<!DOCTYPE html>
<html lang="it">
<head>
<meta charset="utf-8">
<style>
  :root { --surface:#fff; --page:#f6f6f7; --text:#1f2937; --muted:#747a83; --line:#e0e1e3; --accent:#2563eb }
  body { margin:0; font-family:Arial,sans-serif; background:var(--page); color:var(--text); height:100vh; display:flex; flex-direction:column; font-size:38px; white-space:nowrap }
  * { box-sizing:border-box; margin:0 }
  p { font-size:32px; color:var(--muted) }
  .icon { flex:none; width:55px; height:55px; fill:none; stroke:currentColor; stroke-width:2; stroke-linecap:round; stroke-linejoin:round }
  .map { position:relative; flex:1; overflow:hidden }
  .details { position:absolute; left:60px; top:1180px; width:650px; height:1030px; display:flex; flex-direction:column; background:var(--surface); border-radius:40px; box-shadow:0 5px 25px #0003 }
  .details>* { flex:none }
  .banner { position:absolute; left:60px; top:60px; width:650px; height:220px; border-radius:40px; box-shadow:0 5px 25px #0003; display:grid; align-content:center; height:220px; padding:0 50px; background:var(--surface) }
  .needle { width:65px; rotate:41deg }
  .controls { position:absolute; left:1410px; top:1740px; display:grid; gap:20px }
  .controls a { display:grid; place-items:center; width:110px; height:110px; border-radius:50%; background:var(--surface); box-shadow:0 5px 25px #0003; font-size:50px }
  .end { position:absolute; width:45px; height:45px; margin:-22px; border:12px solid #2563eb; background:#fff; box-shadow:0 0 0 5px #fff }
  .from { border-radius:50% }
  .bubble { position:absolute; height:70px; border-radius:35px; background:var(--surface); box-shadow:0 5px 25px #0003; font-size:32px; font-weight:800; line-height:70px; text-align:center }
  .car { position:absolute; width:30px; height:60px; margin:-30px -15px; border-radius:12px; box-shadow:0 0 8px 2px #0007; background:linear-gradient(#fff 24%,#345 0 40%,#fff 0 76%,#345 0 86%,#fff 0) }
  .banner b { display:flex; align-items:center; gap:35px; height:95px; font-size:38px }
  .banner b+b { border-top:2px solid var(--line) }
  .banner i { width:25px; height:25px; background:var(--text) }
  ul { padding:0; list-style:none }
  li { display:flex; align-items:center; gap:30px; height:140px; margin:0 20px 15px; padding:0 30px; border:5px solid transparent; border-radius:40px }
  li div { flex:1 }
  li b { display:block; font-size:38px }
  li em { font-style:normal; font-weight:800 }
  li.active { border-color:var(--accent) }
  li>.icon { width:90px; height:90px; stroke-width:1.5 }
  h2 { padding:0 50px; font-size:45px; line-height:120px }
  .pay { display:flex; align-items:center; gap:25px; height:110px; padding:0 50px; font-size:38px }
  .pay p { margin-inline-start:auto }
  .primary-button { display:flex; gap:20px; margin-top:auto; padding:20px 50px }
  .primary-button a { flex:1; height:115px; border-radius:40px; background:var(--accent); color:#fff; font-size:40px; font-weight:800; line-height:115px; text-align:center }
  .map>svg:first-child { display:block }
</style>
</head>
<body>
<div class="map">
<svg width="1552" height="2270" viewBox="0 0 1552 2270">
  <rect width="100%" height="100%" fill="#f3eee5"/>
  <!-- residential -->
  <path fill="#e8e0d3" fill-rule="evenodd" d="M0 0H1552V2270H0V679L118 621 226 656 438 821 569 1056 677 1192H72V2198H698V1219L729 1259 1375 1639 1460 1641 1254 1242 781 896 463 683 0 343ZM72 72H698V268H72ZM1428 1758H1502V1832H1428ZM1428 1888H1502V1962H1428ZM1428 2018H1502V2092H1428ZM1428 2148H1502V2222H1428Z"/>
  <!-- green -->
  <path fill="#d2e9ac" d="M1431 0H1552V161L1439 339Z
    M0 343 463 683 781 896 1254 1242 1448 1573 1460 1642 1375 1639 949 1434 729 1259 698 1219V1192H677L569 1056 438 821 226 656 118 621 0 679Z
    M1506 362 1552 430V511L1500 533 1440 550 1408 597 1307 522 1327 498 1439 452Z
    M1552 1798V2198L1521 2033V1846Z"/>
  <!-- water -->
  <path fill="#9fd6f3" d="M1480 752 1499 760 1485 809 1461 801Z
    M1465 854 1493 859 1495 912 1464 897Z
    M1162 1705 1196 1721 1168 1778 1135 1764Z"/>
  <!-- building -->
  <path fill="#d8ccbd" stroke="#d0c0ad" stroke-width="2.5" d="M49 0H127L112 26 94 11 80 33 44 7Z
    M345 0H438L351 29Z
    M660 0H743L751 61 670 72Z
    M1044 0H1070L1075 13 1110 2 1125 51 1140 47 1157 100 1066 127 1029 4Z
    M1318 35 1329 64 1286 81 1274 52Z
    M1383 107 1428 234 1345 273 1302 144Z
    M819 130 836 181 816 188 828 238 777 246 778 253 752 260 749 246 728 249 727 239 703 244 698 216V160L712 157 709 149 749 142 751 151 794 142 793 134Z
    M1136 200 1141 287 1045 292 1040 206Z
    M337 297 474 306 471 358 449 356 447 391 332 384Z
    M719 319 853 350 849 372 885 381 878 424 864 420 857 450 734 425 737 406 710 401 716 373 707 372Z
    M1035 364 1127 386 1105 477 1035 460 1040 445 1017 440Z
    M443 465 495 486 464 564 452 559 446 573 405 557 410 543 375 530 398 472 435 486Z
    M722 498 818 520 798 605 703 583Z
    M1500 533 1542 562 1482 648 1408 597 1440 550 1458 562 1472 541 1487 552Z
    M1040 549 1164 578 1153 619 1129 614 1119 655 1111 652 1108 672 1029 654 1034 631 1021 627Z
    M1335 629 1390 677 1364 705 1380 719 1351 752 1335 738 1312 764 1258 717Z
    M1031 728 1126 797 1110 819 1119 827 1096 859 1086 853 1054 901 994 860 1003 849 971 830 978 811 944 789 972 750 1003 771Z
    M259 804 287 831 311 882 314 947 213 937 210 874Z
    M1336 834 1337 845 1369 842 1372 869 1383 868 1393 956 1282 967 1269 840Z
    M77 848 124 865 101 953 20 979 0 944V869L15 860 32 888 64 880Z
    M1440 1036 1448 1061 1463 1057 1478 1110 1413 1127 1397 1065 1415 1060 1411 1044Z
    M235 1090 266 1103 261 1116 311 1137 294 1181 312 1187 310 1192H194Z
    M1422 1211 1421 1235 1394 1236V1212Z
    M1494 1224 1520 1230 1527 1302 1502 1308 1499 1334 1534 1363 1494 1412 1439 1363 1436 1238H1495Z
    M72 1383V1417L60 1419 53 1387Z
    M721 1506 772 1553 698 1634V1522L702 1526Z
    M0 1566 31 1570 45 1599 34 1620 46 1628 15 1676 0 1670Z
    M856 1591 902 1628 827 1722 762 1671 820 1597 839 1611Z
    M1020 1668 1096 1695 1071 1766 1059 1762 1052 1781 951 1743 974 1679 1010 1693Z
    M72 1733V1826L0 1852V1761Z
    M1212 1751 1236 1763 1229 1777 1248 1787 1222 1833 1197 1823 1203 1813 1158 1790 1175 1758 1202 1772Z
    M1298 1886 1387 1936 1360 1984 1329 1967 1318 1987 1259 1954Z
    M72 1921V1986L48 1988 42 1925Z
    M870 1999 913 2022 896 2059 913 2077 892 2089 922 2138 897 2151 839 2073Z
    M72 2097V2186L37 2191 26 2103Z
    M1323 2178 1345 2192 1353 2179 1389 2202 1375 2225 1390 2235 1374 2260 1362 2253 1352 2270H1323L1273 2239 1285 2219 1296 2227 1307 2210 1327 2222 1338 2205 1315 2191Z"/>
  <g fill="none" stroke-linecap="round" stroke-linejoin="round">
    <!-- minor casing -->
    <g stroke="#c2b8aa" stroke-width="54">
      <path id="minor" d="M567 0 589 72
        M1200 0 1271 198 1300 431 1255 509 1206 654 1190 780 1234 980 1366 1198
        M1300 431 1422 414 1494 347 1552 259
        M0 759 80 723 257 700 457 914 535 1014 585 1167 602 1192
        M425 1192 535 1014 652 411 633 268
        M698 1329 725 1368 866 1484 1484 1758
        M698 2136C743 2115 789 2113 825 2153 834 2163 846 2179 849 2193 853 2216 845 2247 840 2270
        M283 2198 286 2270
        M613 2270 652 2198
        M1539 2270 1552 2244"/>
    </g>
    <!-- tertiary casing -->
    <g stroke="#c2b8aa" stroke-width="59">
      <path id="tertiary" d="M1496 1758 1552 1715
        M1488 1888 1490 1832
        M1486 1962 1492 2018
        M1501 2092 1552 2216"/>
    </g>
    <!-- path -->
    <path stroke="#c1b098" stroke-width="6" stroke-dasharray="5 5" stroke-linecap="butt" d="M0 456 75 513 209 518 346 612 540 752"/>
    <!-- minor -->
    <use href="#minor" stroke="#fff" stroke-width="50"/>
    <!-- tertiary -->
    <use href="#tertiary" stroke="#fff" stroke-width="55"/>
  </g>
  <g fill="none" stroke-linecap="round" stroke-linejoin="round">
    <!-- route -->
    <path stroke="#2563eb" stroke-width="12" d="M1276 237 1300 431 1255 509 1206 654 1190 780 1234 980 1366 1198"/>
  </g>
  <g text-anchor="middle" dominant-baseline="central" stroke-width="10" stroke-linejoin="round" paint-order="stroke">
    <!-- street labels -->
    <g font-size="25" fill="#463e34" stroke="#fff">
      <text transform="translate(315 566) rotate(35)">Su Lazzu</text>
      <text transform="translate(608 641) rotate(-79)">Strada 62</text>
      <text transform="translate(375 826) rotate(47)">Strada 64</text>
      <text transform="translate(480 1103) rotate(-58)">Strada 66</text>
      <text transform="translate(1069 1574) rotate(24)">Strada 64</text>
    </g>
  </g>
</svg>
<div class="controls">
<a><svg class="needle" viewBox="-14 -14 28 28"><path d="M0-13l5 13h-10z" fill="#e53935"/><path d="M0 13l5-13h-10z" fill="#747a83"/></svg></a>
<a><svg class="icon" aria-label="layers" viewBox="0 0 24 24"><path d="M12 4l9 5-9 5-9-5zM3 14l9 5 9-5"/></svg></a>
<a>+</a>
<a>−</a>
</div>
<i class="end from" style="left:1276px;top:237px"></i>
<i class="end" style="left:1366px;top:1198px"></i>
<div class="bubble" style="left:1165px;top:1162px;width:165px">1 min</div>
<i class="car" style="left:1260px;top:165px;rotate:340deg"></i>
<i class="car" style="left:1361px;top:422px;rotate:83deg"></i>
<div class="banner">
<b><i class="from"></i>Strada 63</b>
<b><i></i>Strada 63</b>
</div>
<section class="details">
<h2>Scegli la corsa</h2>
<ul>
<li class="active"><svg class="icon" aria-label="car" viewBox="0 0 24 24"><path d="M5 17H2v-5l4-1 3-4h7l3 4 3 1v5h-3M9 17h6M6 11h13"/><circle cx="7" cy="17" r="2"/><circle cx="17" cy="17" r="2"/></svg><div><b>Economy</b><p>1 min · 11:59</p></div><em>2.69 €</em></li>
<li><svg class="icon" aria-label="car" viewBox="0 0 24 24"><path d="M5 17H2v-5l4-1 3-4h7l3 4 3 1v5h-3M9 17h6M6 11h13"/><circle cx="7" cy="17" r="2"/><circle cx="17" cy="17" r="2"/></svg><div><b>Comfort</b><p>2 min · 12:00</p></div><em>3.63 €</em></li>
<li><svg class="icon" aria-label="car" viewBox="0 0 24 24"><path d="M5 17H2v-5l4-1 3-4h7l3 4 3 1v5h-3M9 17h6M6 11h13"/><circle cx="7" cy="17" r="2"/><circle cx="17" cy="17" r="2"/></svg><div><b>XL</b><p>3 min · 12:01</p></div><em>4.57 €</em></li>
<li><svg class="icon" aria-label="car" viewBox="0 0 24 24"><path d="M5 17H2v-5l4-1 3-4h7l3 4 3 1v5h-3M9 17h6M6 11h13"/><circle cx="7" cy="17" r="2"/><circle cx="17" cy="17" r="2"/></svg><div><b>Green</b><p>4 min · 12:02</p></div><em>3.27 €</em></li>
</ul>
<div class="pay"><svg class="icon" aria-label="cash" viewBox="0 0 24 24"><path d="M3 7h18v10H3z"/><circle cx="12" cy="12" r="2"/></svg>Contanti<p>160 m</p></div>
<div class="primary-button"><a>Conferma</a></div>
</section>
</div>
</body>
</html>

WHAT TO WORK ON:
Everything above from the line with "M1031 728 1126" to the line with "M0 759 80 723", both included, must be repeated exactly, and nothing outside that range.

SOLUTION TO THIS PROBLEM:
    M1031 728 1126 797 1110 819 1119 827 1096 859 1086 853 1054 901 994 860 1003 849 971 830 978 811 944 789 972 750 1003 771Z
    M259 804 287 831 311 882 314 947 213 937 210 874Z
    M1336 834 1337 845 1369 842 1372 869 1383 868 1393 956 1282 967 1269 840Z
    M77 848 124 865 101 953 20 979 0 944V869L15 860 32 888 64 880Z
    M1440 1036 1448 1061 1463 1057 1478 1110 1413 1127 1397 1065 1415 1060 1411 1044Z
    M235 1090 266 1103 261 1116 311 1137 294 1181 312 1187 310 1192H194Z
    M1422 1211 1421 1235 1394 1236V1212Z
    M1494 1224 1520 1230 1527 1302 1502 1308 1499 1334 1534 1363 1494 1412 1439 1363 1436 1238H1495Z
    M72 1383V1417L60 1419 53 1387Z
    M721 1506 772 1553 698 1634V1522L702 1526Z
    M0 1566 31 1570 45 1599 34 1620 46 1628 15 1676 0 1670Z
    M856 1591 902 1628 827 1722 762 1671 820 1597 839 1611Z
    M1020 1668 1096 1695 1071 1766 1059 1762 1052 1781 951 1743 974 1679 1010 1693Z
    M72 1733V1826L0 1852V1761Z
    M1212 1751 1236 1763 1229 1777 1248 1787 1222 1833 1197 1823 1203 1813 1158 1790 1175 1758 1202 1772Z
    M1298 1886 1387 1936 1360 1984 1329 1967 1318 1987 1259 1954Z
    M72 1921V1986L48 1988 42 1925Z
    M870 1999 913 2022 896 2059 913 2077 892 2089 922 2138 897 2151 839 2073Z
    M72 2097V2186L37 2191 26 2103Z
    M1323 2178 1345 2192 1353 2179 1389 2202 1375 2225 1390 2235 1374 2260 1362 2253 1352 2270H1323L1273 2239 1285 2219 1296 2227 1307 2210 1327 2222 1338 2205 1315 2191Z"/>
  <g fill="none" stroke-linecap="round" stroke-linejoin="round">
    <!-- minor casing -->
    <g stroke="#c2b8aa" stroke-width="54">
      <path id="minor" d="M567 0 589 72
        M1200 0 1271 198 1300 431 1255 509 1206 654 1190 780 1234 980 1366 1198
        M1300 431 1422 414 1494 347 1552 259
        M0 759 80 723 257 700 457 914 535 1014 585 1167 602 1192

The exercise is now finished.